[Source data]
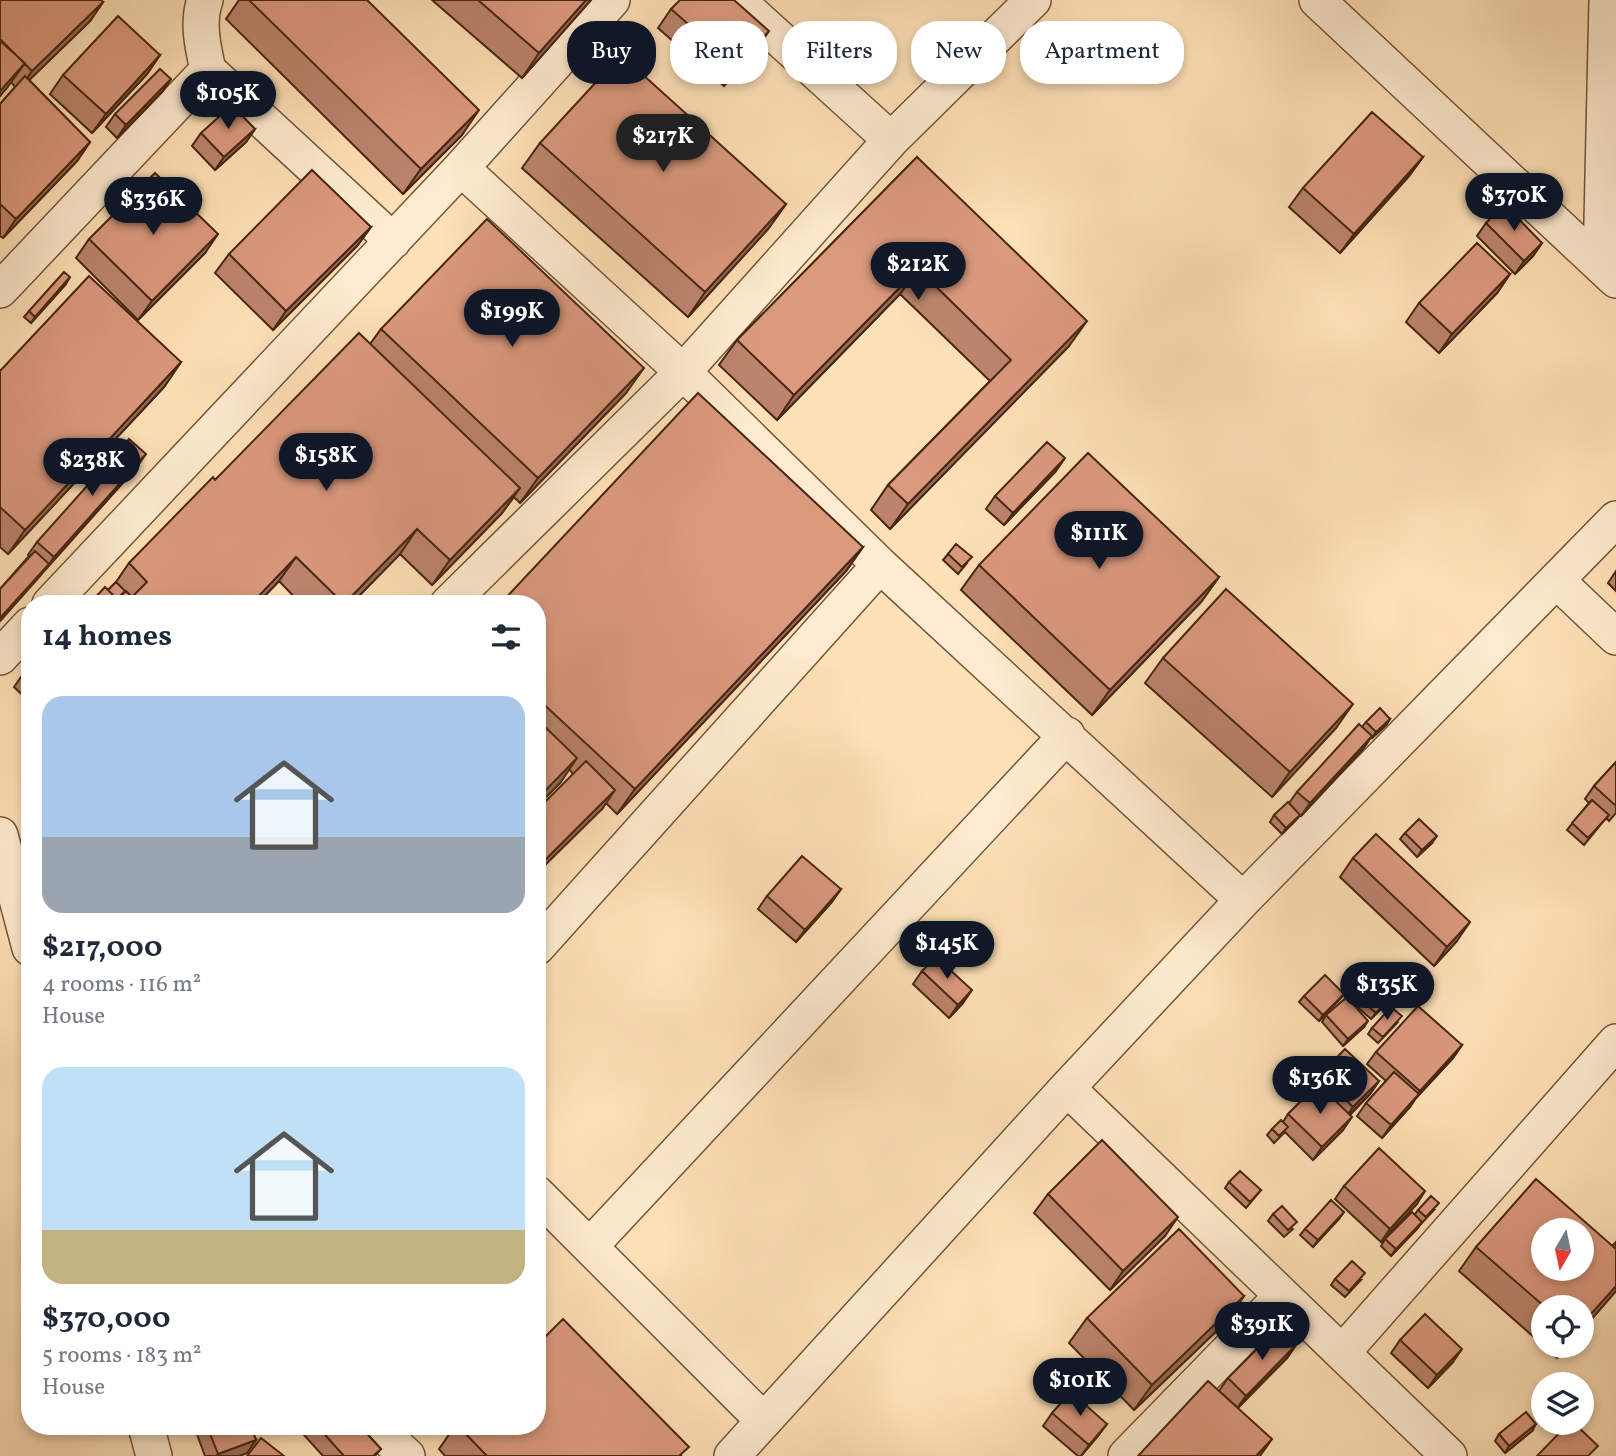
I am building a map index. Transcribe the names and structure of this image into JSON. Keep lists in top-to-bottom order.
{
  "north": "bottom",
  "page": {
    "chip": [
      "Buy",
      "Rent",
      "Filters",
      "New",
      "Apartment"
    ],
    "price": [
      "$105K",
      "$217K",
      "$370K",
      "$336K",
      "$212K",
      "$199K",
      "$158K",
      "$238K",
      "$111K",
      "$145K",
      "$135K",
      "$136K",
      "$391K",
      "$101K"
    ],
    "heading": "14 homes",
    "list": [
      {
        "name": "$217,000",
        "note": "4 rooms · 116 m² · House"
      },
      {
        "name": "$370,000",
        "note": "5 rooms · 183 m² · House"
      }
    ]
  }
}
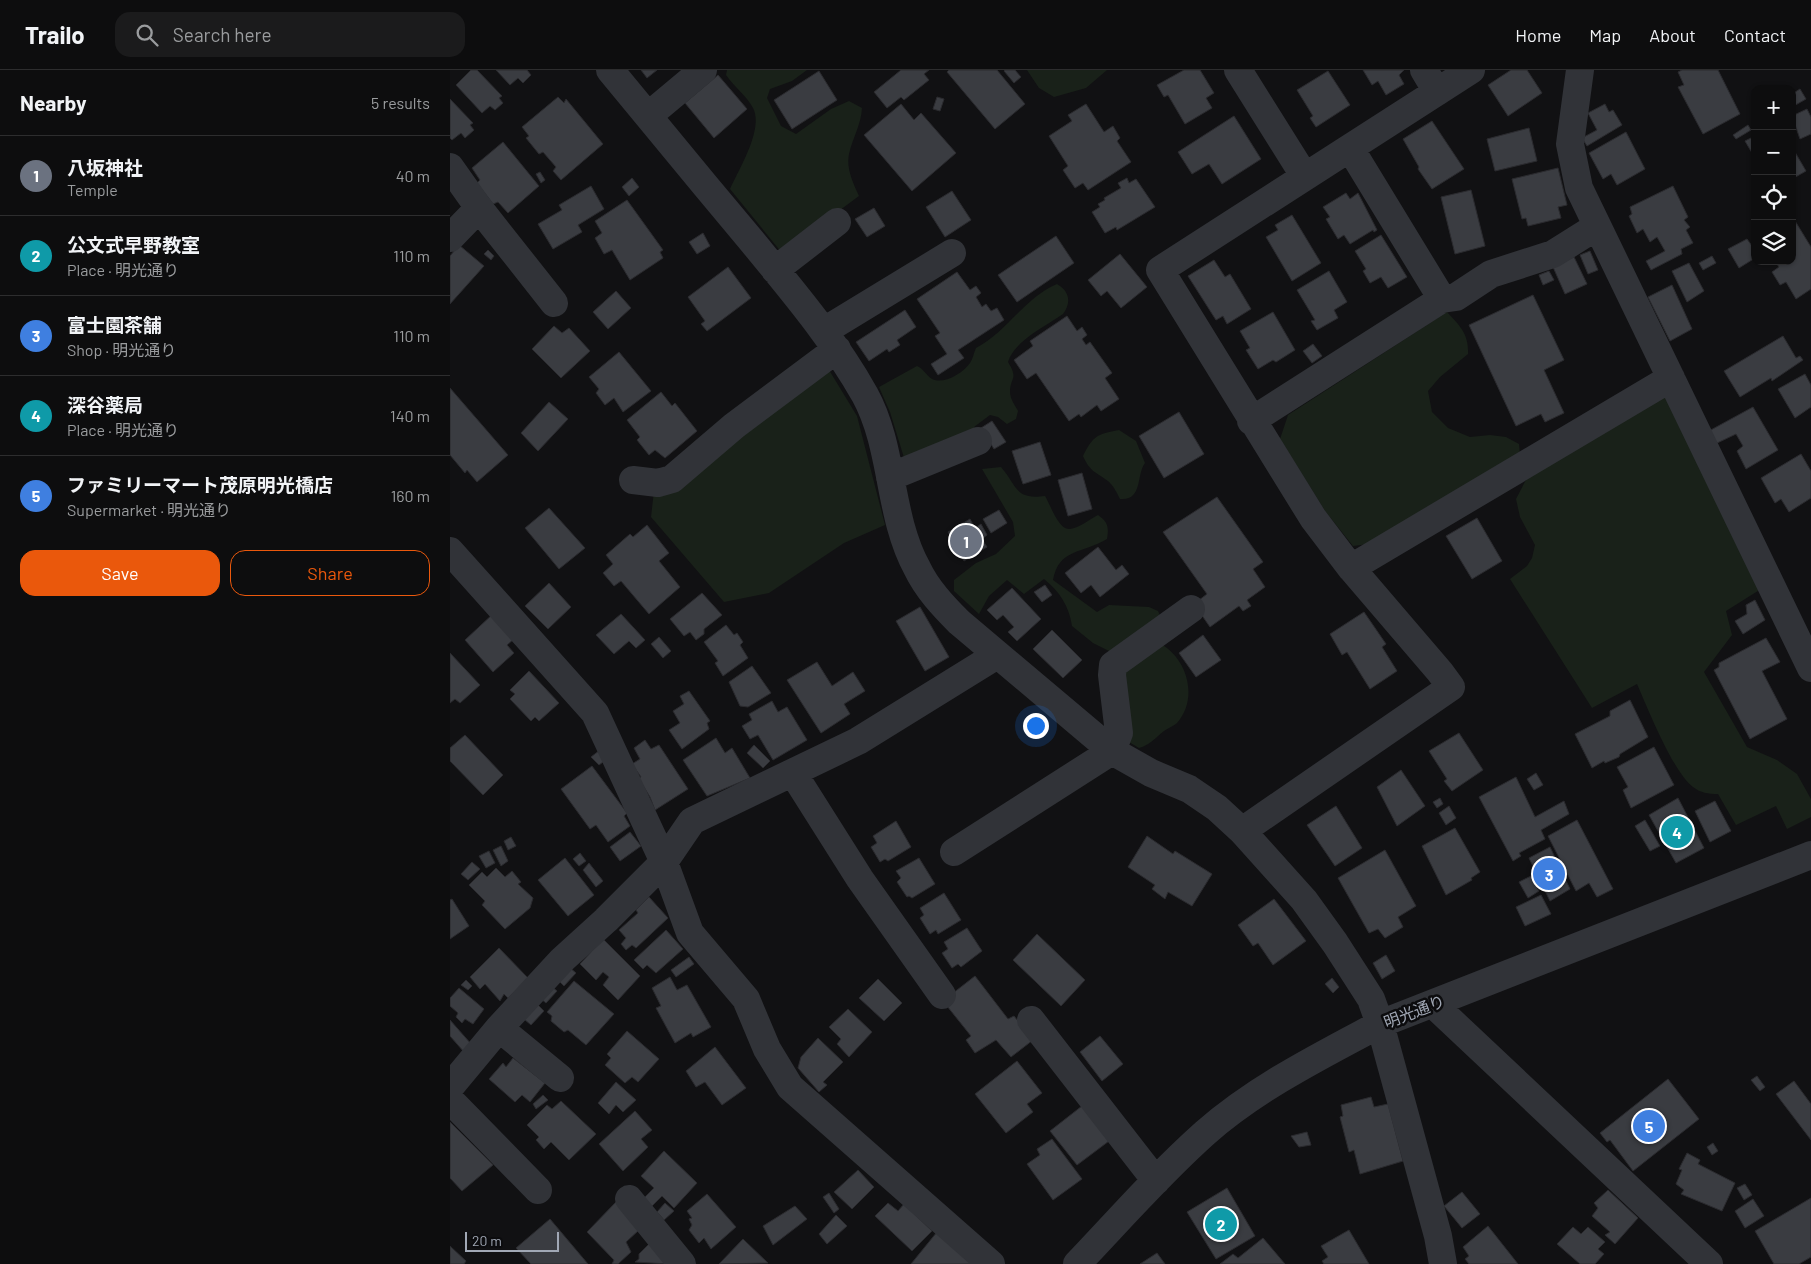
[/Source data]
[Try it] Reproduce the data word for word, excluding its pictures.

[Completed task]
I am building a map index. Transcribe the names and structure of this image into JSON. Keep lists in top-to-bottom order.
{
  "north": "bottom",
  "page": {
    "chip": [
      "Buy",
      "Rent",
      "Filters",
      "New",
      "Apartment"
    ],
    "price": [
      "$105K",
      "$217K",
      "$370K",
      "$336K",
      "$212K",
      "$199K",
      "$158K",
      "$238K",
      "$111K",
      "$145K",
      "$135K",
      "$136K",
      "$391K",
      "$101K"
    ],
    "heading": "14 homes",
    "list": [
      {
        "name": "$217,000",
        "note": "4 rooms · 116 m² · House"
      },
      {
        "name": "$370,000",
        "note": "5 rooms · 183 m² · House"
      }
    ]
  }
}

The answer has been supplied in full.